--- TASK TO CARRY OUT ---
Find the lines below that contain "which" and tally them. Return only the total.
-- GIVEN DATA follows --
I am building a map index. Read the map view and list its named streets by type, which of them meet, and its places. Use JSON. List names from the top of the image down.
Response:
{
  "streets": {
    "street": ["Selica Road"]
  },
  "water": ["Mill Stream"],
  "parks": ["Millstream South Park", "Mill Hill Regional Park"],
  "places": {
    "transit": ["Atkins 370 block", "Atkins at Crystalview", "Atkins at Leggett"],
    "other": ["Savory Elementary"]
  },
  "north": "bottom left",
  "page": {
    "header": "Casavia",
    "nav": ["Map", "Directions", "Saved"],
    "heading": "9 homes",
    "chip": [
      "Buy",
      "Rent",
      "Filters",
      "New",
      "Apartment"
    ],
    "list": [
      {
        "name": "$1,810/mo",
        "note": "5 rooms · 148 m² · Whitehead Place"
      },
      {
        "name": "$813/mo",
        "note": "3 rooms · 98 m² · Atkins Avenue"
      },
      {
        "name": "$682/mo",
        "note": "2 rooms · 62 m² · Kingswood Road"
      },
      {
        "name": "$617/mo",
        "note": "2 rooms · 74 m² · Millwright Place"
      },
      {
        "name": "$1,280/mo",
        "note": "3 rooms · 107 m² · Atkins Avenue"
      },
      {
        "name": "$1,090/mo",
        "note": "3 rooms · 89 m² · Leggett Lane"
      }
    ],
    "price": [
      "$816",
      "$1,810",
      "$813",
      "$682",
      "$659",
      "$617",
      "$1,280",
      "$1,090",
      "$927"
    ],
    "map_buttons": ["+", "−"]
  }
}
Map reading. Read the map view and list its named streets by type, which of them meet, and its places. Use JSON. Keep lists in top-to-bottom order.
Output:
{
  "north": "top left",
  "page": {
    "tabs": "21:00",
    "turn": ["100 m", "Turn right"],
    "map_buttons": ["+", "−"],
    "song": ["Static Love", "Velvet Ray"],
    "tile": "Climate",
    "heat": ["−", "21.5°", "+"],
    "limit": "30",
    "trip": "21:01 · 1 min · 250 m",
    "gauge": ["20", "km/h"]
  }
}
-- GIVEN DATA concluded --
--- ANSWER BOX ---
2